A landowner who allowed a notorious weed to run wild causing a threat to nearby homes was fined £1,000 by Bradford magistrates.
At a hearing on 7 June, the court was told that nearby properties were potentially in danger from the encroaching Japanese Knotweed from an overgrown area of land on the north of Chapel Street in the Wibsey area of the city.
A Bradford Council enforcement officer visited the land after receiving complaints from home owners living on The Meadows estate, whose property was under threat from the weed.
On the site, he found a large area of knotweed canes which had collapsed and intertwined, with new shoots growing through the previous years’ growth.
Unchecked, Japanese Knotweed can cause structural damage to property, drains and can even grow through tarmac. It is one of the world’s worst invasive plant species and its spread causes serious threats to biodiversity, forestry and agriculture.
After visiting the site, the officer contacted the landowner, James Bateman, of Cardigan Road, Bridlington, and issued a Community Protection Warning Letter asking him to dispose of the weed using a qualified expert by 10 April last year.
A subsequent visit on 16 April found that no work had been carried out to eradicate the weed prompting the officer to issue a Community Protection Notice requiring the work to be carried out by 1 June. By the time of another visit on 19 June the work had still not been carried out.
Bateman was contacted and informed that he was being prosecuted and was told to contact the court or the council if he wanted to enter a plea or ask for an adjournment in the case.
No contact was received, and he was found guilty in his absence of failing to comply with the Community Protection Notice.
As well as the fine, Bateman was ordered to pay £648.80 costs and a Victim Surcharge of £100.
Magistrates also issued a Remedial Notice requiring treatment of the weed to be completed by August this year or he could face further court action.

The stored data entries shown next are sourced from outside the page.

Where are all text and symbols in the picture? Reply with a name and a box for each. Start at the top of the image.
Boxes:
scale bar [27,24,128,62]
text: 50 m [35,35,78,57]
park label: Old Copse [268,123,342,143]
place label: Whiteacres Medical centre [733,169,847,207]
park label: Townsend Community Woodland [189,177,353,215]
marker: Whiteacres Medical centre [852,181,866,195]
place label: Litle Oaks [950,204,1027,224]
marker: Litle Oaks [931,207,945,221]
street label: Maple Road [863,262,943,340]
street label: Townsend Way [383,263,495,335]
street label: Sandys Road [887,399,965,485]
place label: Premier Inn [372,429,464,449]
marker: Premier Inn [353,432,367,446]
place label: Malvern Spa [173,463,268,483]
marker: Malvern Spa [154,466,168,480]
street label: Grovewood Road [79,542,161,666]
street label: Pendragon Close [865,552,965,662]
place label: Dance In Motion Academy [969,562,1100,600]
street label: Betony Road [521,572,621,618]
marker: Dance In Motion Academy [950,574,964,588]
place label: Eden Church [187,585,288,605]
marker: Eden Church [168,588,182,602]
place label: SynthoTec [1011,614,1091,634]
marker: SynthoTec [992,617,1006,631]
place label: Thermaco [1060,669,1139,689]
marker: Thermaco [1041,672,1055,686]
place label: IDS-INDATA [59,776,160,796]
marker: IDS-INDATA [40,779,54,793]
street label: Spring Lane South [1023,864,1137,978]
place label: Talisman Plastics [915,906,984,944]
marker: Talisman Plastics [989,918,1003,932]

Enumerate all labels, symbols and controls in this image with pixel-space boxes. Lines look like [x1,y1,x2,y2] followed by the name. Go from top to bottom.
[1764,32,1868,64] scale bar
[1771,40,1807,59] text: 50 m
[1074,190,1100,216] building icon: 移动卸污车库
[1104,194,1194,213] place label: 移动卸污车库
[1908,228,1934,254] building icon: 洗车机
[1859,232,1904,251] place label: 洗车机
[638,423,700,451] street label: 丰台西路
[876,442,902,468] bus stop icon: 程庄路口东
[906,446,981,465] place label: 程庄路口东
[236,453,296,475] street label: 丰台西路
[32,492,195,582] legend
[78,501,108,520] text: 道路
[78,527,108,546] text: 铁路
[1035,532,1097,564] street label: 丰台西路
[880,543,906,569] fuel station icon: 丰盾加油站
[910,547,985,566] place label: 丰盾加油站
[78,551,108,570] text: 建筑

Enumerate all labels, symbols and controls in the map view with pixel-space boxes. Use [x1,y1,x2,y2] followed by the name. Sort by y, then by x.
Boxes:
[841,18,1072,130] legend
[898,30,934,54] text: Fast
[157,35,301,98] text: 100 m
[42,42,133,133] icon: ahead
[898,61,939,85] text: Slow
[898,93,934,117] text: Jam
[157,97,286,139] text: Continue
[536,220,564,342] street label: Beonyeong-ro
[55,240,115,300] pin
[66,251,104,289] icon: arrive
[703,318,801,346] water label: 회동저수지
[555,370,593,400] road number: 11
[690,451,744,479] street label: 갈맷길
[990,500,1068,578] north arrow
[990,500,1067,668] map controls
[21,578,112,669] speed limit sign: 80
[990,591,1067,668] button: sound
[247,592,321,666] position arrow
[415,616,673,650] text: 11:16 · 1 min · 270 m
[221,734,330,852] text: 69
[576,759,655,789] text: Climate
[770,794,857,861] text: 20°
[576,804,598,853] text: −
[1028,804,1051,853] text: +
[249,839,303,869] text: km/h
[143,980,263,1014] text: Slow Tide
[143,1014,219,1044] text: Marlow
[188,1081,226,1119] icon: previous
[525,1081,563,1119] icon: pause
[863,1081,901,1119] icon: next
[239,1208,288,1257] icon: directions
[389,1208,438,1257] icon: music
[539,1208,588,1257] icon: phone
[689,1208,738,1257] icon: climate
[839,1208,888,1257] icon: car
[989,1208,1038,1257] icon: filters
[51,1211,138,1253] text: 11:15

After the hearing, Councillor Sarah Ferriby, Bradford Council’s executive member for healthy people and places, said: “Neglecting to remove certain weeds not only causes an eyesore it also puts other people’s homes under direct threat of damage.
“Taking people to court is not the ideal solution to this kind of problem but we were left with no choice in this instance.
“We would much rather people acted sensibly in the first place and behaved with consideration towards their neighbours and the environment.”